**Task details**
In the entries below, find each line with the string "picture" and copy it.

(Dataset excerpts)
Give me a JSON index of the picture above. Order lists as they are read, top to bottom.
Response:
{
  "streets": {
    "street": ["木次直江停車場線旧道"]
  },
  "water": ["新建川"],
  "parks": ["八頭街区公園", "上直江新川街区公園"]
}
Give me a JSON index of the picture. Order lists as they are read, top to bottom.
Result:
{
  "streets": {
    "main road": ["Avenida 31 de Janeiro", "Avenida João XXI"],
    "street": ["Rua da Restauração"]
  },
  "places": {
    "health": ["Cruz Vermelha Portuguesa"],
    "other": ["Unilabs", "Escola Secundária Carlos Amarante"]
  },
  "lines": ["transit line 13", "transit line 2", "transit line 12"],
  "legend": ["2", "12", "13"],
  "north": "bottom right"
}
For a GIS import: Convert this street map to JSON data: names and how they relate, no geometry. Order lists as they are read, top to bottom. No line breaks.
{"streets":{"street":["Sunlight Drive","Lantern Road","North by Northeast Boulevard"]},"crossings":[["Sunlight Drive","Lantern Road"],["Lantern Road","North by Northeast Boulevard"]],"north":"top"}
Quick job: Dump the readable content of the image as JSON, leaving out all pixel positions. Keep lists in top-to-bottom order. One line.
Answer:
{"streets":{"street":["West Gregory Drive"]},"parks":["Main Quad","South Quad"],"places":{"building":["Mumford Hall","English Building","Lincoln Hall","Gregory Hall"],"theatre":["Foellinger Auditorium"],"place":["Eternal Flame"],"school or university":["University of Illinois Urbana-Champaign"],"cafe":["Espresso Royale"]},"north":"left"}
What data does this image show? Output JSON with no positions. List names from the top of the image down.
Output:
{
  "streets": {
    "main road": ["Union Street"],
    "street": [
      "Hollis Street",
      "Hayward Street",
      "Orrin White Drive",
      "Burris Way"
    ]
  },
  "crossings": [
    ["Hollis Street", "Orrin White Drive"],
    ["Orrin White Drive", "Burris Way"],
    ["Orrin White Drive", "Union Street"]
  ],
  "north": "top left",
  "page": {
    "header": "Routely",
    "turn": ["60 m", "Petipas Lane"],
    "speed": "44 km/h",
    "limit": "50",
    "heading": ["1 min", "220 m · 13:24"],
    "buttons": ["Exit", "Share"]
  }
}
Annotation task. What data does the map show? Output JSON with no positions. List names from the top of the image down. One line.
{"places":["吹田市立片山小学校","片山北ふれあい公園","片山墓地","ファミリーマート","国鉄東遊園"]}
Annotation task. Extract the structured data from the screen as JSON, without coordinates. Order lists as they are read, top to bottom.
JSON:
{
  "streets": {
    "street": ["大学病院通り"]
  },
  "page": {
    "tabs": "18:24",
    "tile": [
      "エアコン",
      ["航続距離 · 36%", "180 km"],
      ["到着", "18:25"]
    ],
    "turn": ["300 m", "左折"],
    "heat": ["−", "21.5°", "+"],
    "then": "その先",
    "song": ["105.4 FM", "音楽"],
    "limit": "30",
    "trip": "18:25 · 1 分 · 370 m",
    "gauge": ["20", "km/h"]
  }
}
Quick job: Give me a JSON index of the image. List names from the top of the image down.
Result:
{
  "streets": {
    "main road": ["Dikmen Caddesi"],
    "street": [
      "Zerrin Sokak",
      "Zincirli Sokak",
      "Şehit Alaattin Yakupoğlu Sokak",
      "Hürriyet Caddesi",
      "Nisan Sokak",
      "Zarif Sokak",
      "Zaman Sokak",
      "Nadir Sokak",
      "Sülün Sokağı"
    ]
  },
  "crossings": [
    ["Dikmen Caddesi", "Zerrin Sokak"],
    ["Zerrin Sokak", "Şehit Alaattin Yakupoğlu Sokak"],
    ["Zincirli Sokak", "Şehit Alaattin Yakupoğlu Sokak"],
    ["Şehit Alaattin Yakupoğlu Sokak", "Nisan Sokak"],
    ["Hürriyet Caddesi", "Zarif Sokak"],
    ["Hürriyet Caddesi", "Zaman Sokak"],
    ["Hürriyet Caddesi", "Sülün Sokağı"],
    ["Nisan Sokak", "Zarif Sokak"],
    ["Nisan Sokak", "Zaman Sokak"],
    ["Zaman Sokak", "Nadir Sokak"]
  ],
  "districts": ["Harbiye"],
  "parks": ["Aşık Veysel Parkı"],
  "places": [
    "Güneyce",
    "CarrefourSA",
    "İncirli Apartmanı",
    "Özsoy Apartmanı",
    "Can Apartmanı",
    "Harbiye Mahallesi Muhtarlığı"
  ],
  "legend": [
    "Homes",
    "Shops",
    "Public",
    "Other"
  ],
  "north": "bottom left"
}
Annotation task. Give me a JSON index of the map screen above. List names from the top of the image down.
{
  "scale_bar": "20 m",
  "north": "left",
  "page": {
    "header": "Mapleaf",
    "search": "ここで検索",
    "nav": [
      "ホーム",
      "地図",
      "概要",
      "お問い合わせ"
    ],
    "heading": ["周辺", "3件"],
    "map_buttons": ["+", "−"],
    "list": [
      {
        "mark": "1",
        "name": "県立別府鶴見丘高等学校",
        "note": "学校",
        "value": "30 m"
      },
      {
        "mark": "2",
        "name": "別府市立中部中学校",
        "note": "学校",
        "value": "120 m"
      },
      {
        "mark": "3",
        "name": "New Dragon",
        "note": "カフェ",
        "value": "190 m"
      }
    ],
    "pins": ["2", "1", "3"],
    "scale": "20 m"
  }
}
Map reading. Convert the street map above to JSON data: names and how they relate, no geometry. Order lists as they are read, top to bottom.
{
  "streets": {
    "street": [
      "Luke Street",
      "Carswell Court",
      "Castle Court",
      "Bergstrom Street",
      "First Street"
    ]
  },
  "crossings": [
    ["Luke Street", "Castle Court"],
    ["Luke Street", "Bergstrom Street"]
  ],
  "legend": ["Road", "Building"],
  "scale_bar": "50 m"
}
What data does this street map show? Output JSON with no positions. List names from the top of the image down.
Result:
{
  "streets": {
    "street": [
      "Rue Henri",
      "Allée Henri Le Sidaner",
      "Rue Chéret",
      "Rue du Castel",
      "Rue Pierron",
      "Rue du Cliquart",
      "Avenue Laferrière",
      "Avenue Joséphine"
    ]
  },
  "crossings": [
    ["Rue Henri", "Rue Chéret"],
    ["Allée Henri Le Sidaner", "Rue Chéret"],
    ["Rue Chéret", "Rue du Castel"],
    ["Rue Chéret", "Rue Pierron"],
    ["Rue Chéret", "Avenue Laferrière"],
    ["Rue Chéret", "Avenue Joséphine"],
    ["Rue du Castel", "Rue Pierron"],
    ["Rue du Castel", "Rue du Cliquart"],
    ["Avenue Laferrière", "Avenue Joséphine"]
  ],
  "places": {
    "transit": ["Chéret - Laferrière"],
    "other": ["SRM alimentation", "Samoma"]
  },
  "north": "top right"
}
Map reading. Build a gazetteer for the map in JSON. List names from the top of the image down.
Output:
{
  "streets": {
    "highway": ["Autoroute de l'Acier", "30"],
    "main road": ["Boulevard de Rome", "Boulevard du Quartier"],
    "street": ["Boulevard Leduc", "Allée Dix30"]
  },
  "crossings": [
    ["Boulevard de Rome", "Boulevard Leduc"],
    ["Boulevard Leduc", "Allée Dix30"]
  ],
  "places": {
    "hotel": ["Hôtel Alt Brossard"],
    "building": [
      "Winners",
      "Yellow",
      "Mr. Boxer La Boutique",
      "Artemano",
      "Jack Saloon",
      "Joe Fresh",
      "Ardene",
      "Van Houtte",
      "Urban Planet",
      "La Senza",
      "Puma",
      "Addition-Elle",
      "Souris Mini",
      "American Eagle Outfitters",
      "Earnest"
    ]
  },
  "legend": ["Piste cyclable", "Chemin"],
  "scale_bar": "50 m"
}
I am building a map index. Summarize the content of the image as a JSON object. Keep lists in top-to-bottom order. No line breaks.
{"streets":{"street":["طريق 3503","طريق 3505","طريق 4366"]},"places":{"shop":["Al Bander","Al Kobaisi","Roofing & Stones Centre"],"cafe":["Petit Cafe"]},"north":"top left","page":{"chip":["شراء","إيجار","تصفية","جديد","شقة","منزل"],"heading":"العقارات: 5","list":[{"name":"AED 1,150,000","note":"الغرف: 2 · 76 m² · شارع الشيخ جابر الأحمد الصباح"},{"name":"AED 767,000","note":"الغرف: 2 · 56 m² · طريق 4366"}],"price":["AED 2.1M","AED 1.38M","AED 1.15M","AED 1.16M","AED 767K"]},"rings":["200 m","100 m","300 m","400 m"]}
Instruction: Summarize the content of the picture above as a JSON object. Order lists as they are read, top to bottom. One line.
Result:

**Result of the exercise**
Give me a JSON index of the picture above. Order lists as they are read, top to bottom.
Give me a JSON index of the picture. Order lists as they are read, top to bottom.
Instruction: Summarize the content of the picture above as a JSON object. Order lists as they are read, top to bottom. One line.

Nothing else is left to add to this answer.